João é servidor público do Município Beta desde 1997, com um salário de R$ 20.000,00 (vinte mil reais). Ele sempre seguiu, no seu Regime Próprio de Previdência dos Servidores Públicos, todas as regras dos servidores públicos da União, inclusive nunca tendo regulamentado qualquer regra específica para os beneficiários das contribuições previdenciárias em caso de doença incapacitante. O Município Beto fez a sua Reforma da Previdência em 2021 e seguiu mais uma vez as regras da União. João completou as regras para a aposentadoria por tempo de contribuição em julho de 2019 e resolveu continuar a trabalhar na Prefeitura.
Sua esposa Maria é aposentada por invalidez no Regime Geral da Previdência Social em decorrência de neoplasia maligna, recebendo o valor de R$ 6.000,00 (seis mil reais). Finalmente, o Município Beta, por meio de Decreto de 2025, deixou de cobrar as contribuições previdenciárias de pensionistas inválidos e aposentados por incapacidade.
Com base nessas informações, responda aos itens a seguir.
A) Há alguma alteração na remuneração de João, após ter o direito à aposentadoria e continuar a trabalhar, especificamente em relação às contribuições previdenciárias?

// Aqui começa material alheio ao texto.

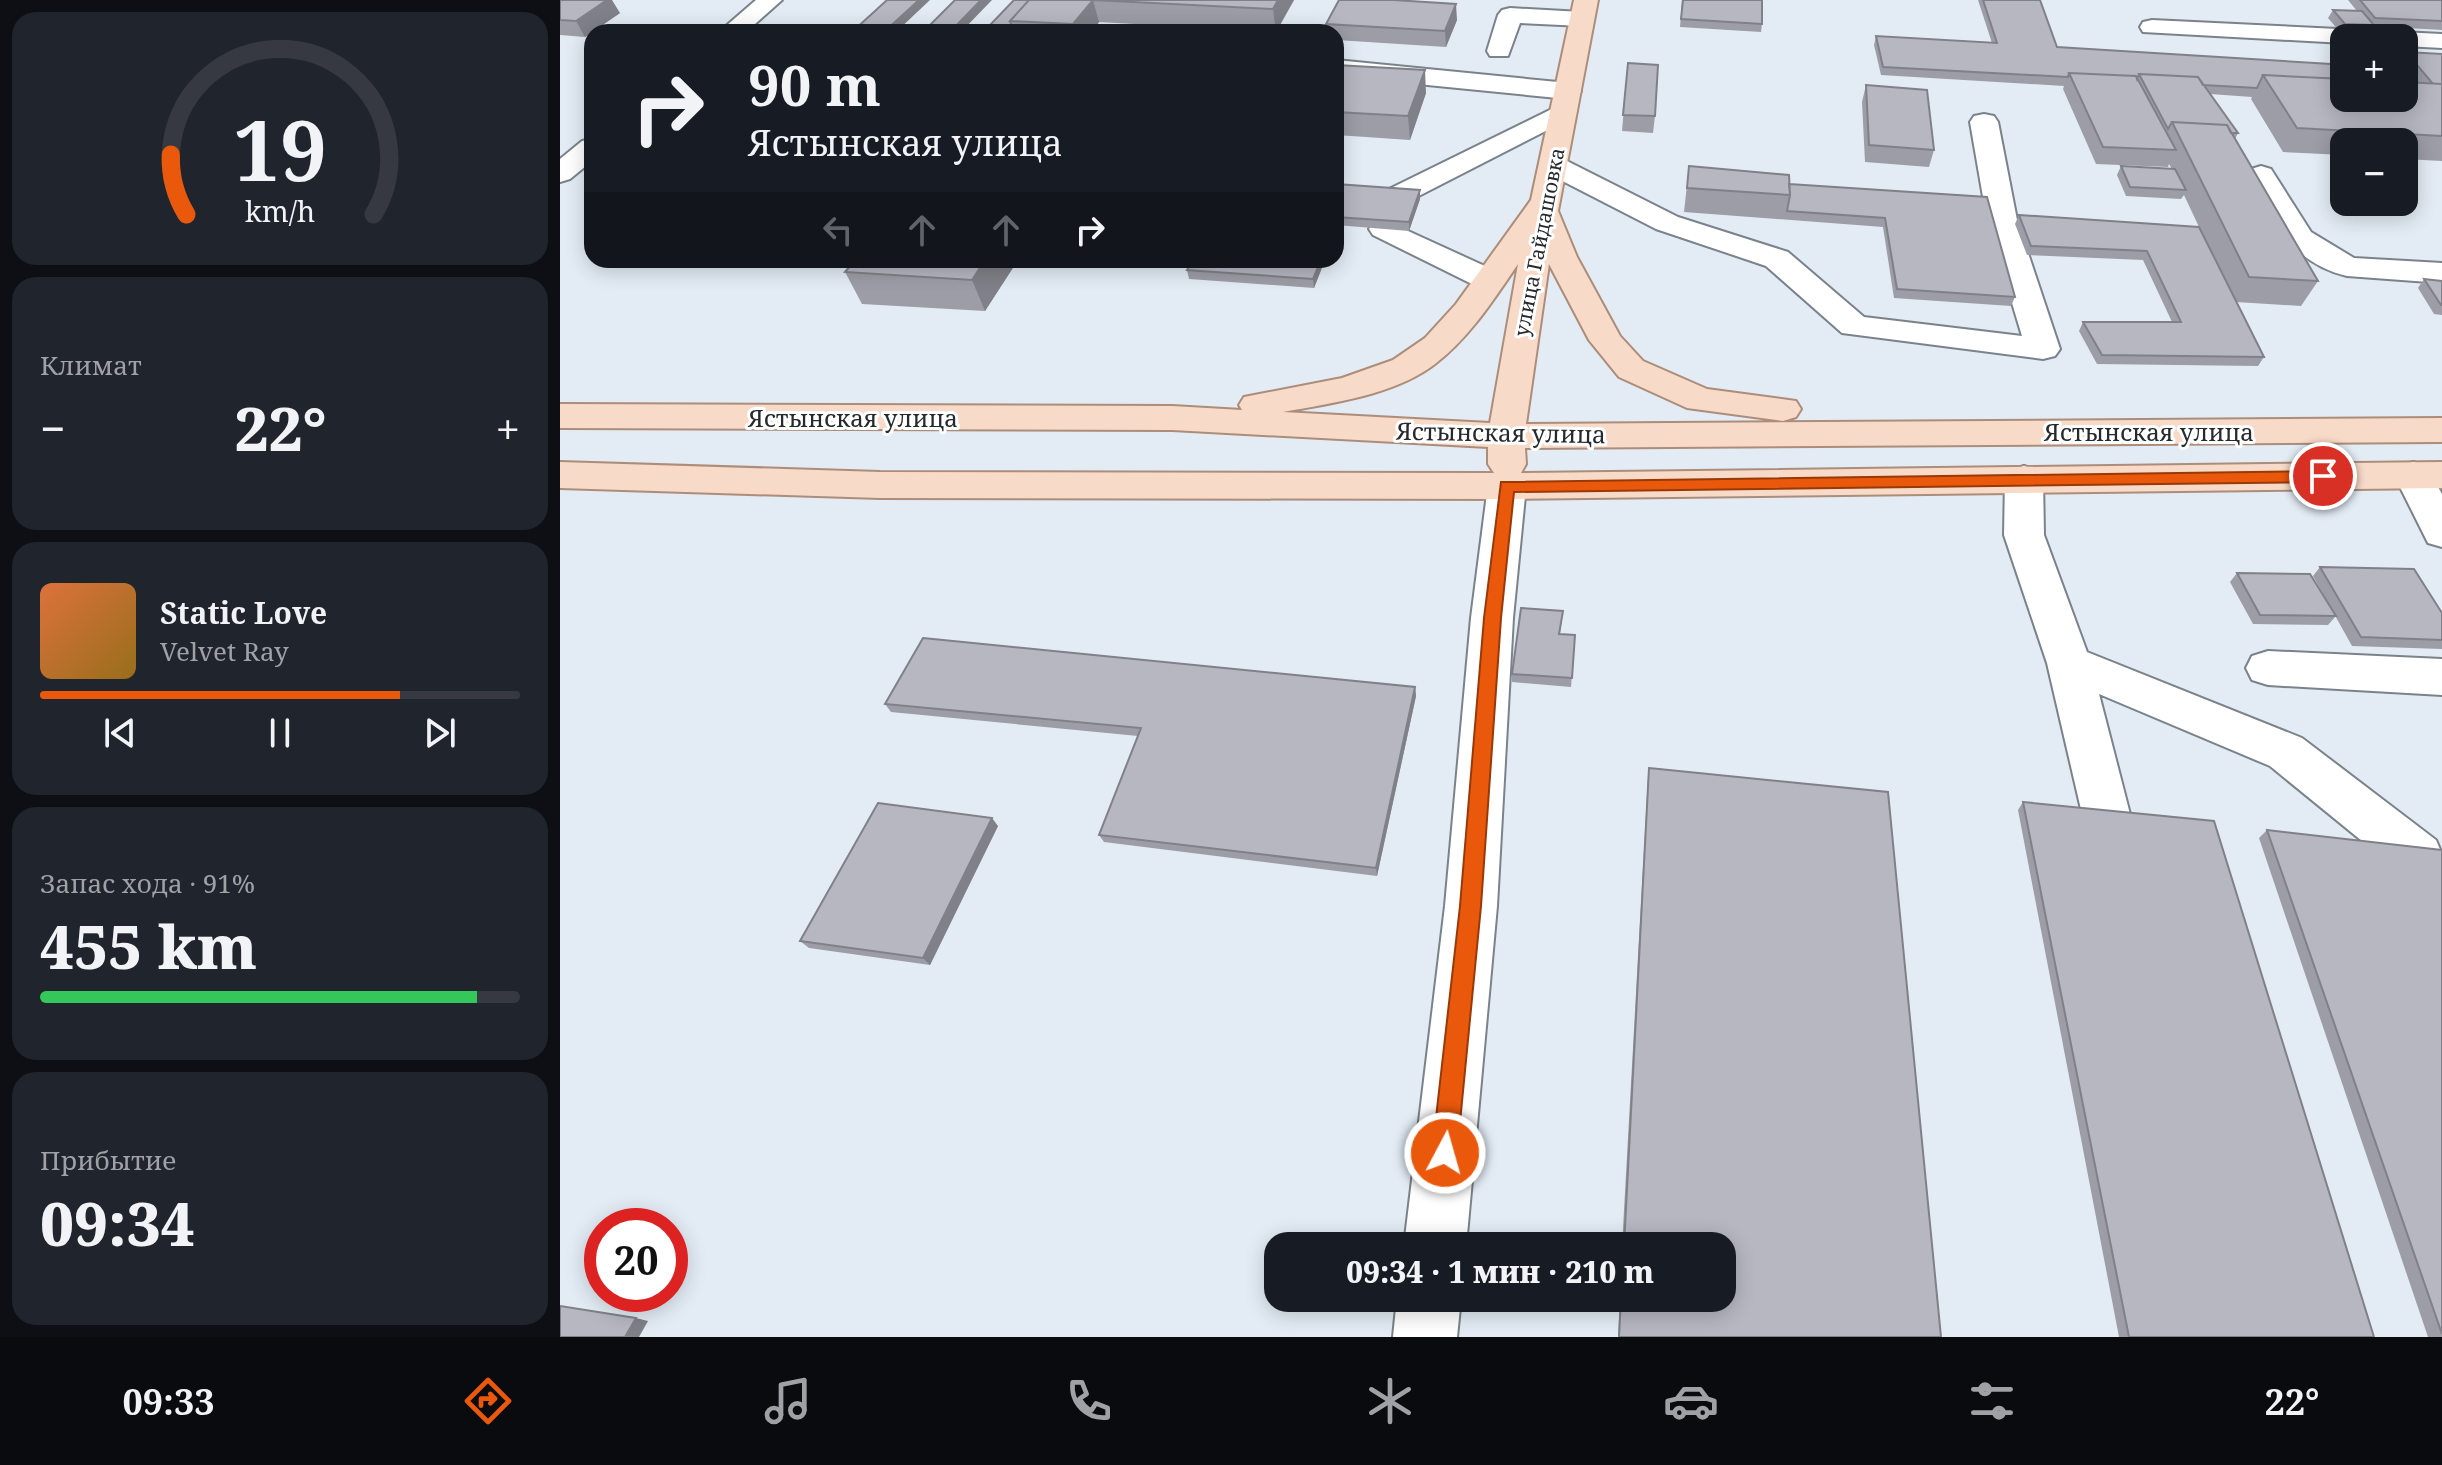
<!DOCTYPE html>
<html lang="ru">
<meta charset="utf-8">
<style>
:root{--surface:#171b24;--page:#20242c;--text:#f1f3f6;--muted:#9ea1a6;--line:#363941;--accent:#ea580c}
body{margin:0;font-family:"Noto Serif",serif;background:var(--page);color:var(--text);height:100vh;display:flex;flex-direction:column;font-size:30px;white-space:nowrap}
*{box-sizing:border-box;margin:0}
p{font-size:26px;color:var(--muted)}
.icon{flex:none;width:44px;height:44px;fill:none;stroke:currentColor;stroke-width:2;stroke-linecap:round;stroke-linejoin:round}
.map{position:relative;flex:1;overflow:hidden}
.sheet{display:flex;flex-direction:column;gap:12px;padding:12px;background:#0d0f14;width:560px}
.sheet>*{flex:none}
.top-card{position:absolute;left:24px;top:24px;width:760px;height:244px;border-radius:24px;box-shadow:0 4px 20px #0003;background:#171b24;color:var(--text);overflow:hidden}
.buttons{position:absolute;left:1770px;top:24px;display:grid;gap:16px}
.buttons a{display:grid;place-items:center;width:88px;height:88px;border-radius:16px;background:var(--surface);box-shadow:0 4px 20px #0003;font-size:40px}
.speed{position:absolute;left:24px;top:1208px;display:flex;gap:16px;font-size:40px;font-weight:700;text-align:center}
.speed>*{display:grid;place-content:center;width:104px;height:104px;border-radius:50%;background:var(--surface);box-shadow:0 4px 20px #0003;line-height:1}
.speed .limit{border:12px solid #d22;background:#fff;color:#111}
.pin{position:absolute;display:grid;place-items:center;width:68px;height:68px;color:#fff;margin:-34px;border:4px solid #fff;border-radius:50%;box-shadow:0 2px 8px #0007}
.me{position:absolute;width:88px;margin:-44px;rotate:6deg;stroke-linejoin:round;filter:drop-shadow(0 0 6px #0008)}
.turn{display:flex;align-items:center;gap:28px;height:168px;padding:0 32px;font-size:36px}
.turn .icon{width:104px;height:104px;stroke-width:2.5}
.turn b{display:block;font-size:56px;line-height:68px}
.lanes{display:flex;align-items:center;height:76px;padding:0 32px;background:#0003;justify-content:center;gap:40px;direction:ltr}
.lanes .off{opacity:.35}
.big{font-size:60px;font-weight:800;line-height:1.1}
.sheet .card{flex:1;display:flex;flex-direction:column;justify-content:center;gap:12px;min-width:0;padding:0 28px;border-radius:24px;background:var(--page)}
.sheet .dial{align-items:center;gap:0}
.dial svg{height:208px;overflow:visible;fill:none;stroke:var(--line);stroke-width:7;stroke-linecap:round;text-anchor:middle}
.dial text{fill:var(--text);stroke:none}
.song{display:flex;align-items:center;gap:24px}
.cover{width:96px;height:96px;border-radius:12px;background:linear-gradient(135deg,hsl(20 70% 55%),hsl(40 70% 35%))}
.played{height:8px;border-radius:4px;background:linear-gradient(90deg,var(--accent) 75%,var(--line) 75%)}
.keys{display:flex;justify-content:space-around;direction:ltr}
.heat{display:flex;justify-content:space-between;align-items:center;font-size:44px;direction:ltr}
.charge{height:12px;border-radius:6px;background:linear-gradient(90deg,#34c759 91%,var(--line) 0)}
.trip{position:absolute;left:704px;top:1232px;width:472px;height:80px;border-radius:24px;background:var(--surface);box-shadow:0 4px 20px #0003;font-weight:800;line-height:80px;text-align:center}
.dock{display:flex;height:128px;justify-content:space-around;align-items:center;background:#090b0e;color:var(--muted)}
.dock .icon{width:56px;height:56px}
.dock .active{color:var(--accent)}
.dock b{font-size:36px;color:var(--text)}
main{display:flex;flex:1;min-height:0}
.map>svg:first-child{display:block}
</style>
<main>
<section class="sheet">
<div class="card dial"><svg viewBox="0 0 100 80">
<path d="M14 69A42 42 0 1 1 86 69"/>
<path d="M14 69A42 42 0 0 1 8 46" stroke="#ea580c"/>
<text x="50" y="56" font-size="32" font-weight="700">19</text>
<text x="50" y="72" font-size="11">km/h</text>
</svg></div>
<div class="card"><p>Климат</p>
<div class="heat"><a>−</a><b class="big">22°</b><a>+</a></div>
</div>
<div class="card">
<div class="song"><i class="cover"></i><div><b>Static Love</b><p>Velvet Ray</p></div></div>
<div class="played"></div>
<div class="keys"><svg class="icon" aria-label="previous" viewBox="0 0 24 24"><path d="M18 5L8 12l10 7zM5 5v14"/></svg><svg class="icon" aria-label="pause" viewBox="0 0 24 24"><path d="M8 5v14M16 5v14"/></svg><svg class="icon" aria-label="next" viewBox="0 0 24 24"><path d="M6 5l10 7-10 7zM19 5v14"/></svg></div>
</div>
<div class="card"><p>Запас хода · 91%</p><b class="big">455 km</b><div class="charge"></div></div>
<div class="card"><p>Прибытие</p><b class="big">09:34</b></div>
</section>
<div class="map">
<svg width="1882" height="1337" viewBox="0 0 1882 1337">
<rect width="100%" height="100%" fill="#e3ecf5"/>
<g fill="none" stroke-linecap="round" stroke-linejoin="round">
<defs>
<path id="minor" d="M196,0H222L186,32H159Z
M950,8L1022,12L1030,14L1034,19L1030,24L1022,26L960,23L948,56H930L927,51L938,15L942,10Z
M1592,20L1882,34V48L1844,46V38H1784V43L1583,32L1580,27L1583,22Z
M776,60L1008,83L1017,85L1021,91L1017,97L1008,99L776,76Z
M1004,103L1013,105L1017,111L1013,117L845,203L835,206L825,203L820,197L825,191Z
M1424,114L1434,116L1438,122L1457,220L1500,349L1495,356L1483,359L1282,333L1206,266L1096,229L983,171L979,165L983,159L993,156L1003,159L1118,217L1228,252L1304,317L1462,336L1427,220L1410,122L1414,116Z
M32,139V161L10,179L0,182V159L22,141Z
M1701,166L1711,169L1751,232L1794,258L1882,263V283L1787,276C1731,263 1713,220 1687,175L1691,169Z
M824,220L940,273L945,280L940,287L929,290L918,287L813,235L809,229L813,223Z
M1853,462L1866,466L1882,494V547L1868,543L1834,475L1840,466Z
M1464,466L1477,470L1483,479L1484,535L1527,652L1742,738L1876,840L1882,854L1876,872L1858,878L1840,872L1710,766L1539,694L1571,818L1564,833L1547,839L1530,833L1523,818L1487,663L1444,535L1445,479L1451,470Z
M947,473L961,477L966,486L953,618L937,906L906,1246H844L885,906L911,618L928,486L933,477Z
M1708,651L1882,659V695L1708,685L1692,680L1686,668L1692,656Z
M837,1298H901L897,1337H833Z"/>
<path id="major" d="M1014,0H1038L998,211L1017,257L1060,336L1083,361L1147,389L1236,401L1241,409L1236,417L1223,421L1127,408L1059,377L1029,340L989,264L966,424L1882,418V442L965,448L966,464L961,473L1882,462V488L947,499L320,498L0,488V462L320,472L934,473L928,464V447L612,430L0,428V404L612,406L682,410L679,405L684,397L782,378L833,360L865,338L896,304L971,200ZM958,264L930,423L723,412C772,403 835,395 875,364C910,337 934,299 958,264Z"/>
</defs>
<use href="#minor" stroke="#7a828a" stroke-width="4"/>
<use href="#major" stroke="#ab8d7a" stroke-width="4"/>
<use href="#minor" fill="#fff" fill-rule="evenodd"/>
<use href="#major" fill="#f8dac8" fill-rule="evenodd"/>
</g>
<path fill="#9d9da7" d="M0,0L60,13L25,37L0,35Z
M454,0H734L716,32L539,22L532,32H431L429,26Z
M1122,0L1202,24L1201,32L1120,27Z
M1418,0H1480L1497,47L1782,79L1859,83L1844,65V55L1846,52L1882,54V161L1844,159V142H1784V155L1723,152L1691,99L1692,97L1650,94L1678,133L1675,139L1758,281L1741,306L1676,302L1704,357L1698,366L1537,364L1519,331L1523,322H1612L1583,260L1467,255L1455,224L1459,215L1639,227L1624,195L1621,199L1566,196L1557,175L1561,166L1612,169L1609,164L1608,167L1536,164L1503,89L1504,86L1321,75L1314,45L1316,36L1432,43Z
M1788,0H1882V30L1814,26L1810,33L1780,32L1768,18L1773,10L1797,11Z
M897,20L886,47L776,40V32H767L766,24Z
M1068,63L1095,116L1093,133L1062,131Z
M776,65L866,93L850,140L776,135Z
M1306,85L1374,150L1369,167L1305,162L1302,102Z
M1129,166L1229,184L1427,197L1455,297L1451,306L1334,298L1323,227L1124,212Z
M776,184L860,190V199L849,231L776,225Z
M93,260H161L156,265Z
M295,260H458L425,311L302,304L285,272Z
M765,260L754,288L629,279L627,270Z
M1864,279L1882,281V315L1874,314L1858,288Z
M1760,567L1882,613V649L1792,646L1753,576Z
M1677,573L1776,616L1768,625L1693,624L1670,582Z
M1003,611L1000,634L1015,635L1011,687L952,682V674Z
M855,687L856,696L817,876L544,842L539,835L578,736L331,712L325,704Z
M1089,768L1381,1337H1058L1060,1298H1162V1246H1062L1088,776Z
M1463,802L1814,1337H1559L1458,810Z
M438,826L370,965L249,948L240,941Z
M1707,830L1882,850V1337H1868L1699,838Z"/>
<path fill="#808088" d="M47,0H52L60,13L25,37L16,21Z
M359,0H370L336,32H324Z
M421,0H432L401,32H390Z
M533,0L539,22L532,32H515L513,24Z
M718,0H734L716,32L713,9Z
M896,4L897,20L886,47L885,31Z
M865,70L866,93L850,140L848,116Z
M860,190V199L849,231V222Z
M152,260H161L156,265Z
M425,260H458L425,311L412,280Z
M761,260H765L754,288L753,279Z
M855,687L856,696L817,876L816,868Z
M432,818L438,826L370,965L363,958Z
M76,1318L88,1321L79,1337H65Z"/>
<path fill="#b7b7c2" stroke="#808088" stroke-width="2" d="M0,0H47L16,21L0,20Z
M327,0H359L324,32H292Z
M395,0H421L390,32H363Z
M454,0H469L450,21L452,27L429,26Z
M469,0H718L713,9L533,0L513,24L450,21Z
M779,0H834L896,4L885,31L766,24Z
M1123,0H1202V24L1121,19Z
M1423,0H1480L1497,47L1771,64L1782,79L1703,75L1697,88L1643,85L1638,77L1579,74L1577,79L1576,76L1509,73L1508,77L1323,67L1316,36L1437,43Z
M1800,0H1882V21L1815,18Z
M1773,10L1802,11L1814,25L1785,24Z
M1846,52L1882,54V84H1873Z
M1068,63L1098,65L1095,116L1063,115Z
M776,65L865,70L848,116L776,112Z
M1509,73L1576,76L1616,150L1543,147Z
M1579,74L1638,77L1678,133H1671L1667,125L1612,122L1608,129Z
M1703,75L1784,79V98H1844V82L1882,84V136L1737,128Z
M1306,85L1367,90L1374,150L1309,145Z
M1612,122L1667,125L1758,281L1689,277Z
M1129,166L1229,175L1230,195L1127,188Z
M1561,166L1615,169L1626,190L1570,187Z
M776,184L860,190L849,222L776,217Z
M1229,184L1427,197L1455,297L1337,289L1325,218L1227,211L1230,195Z
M1459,215L1639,227L1704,357L1542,355L1523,322H1621L1587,251L1471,246Z
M295,260H425L412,280L285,272Z
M633,260H761L753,279L627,270Z
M1864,279L1882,281V305H1881Z
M1760,567L1854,569L1882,613V640L1801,637Z
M1677,573L1750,574L1776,616L1700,615Z
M961,608L1003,611L999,634L1015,635L1012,678L952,674Z
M363,638L855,687L816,868L539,835L581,728L325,704Z
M1089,768L1328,792L1381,1337H1059L1061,1298H1162V1246H1064Z
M1463,802L1654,821L1814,1337H1569Z
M318,803L432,818L363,958L240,941Z
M1707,830L1882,850V1334Z
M0,1306L76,1318L65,1337H0Z"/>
<path fill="#ea580c" stroke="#983908" stroke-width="2" d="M1763,471L1771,476L1763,482L954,492L941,618L921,906L897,1153L893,1162L885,1166L876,1162L872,1153L900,906L924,618L941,482Z"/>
<g text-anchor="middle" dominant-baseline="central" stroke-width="6" stroke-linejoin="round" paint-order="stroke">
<g font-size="20" fill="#262a2d" stroke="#fff">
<text transform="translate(979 242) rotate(-79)">улица Гайдашовка</text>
</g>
<g font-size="24" fill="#262a2d" stroke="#fff">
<text x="293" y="417">Ястынская улица</text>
<text x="1589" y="431">Ястынская улица</text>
<text transform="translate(941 432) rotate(1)">Ястынская улица</text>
</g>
</g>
</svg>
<div class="buttons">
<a>+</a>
<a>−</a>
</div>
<div class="speed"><div class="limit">20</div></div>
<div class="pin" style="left:1763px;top:476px;background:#d93025"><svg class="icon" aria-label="arrive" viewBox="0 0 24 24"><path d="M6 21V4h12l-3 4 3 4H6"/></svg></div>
<svg class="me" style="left:885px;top:1153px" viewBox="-20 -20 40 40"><circle r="17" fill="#ea580c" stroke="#fff" stroke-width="3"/><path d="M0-11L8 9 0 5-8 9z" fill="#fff"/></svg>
<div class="trip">09:34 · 1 мин · 210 m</div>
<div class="top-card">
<div class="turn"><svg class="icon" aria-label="right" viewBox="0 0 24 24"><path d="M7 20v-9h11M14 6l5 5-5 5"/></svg><div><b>90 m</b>Ястынская улица</div></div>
<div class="lanes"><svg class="icon off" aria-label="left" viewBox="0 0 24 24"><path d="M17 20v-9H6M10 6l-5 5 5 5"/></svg><svg class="icon off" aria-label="ahead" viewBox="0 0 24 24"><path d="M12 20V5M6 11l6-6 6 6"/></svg><svg class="icon off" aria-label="ahead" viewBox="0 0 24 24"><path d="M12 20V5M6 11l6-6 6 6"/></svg><svg class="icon" aria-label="right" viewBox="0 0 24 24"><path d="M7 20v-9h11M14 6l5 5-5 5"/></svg></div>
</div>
</div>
</main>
<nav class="dock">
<b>09:33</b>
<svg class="icon active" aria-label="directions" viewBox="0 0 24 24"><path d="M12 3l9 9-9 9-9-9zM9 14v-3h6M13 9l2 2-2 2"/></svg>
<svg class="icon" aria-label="music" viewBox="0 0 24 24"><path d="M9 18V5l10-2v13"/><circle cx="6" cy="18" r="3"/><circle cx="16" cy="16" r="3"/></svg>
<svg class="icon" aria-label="phone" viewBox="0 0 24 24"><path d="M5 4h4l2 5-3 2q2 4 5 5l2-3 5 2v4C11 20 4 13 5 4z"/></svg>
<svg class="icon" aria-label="climate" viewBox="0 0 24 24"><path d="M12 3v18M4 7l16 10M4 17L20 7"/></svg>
<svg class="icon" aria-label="car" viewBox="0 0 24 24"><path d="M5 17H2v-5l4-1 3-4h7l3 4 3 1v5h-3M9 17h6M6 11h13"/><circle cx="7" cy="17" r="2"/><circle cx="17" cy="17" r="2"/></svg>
<svg class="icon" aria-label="filters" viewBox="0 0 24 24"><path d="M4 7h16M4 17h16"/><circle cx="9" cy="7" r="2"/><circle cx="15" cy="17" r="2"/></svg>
<b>22°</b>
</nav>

B) E em relação ao Imposto de Renda?
C) Em caso de João morrer antes de Maria, ela terá o direito a não recolher as contribuições previdenciárias da sua pensão pagas pelo Município Beta?
D) Quanto à aposentadoria de Maria por invalidez no Regime Geral da Previdência Social, é possível que a lei institua a cobrança de contribuição previdenciária?
Obs. A mero citação de artigo legal ou de resposta “sim” ou, “não”, desacompanhada da devida justificativa, não garante a pontuação do item.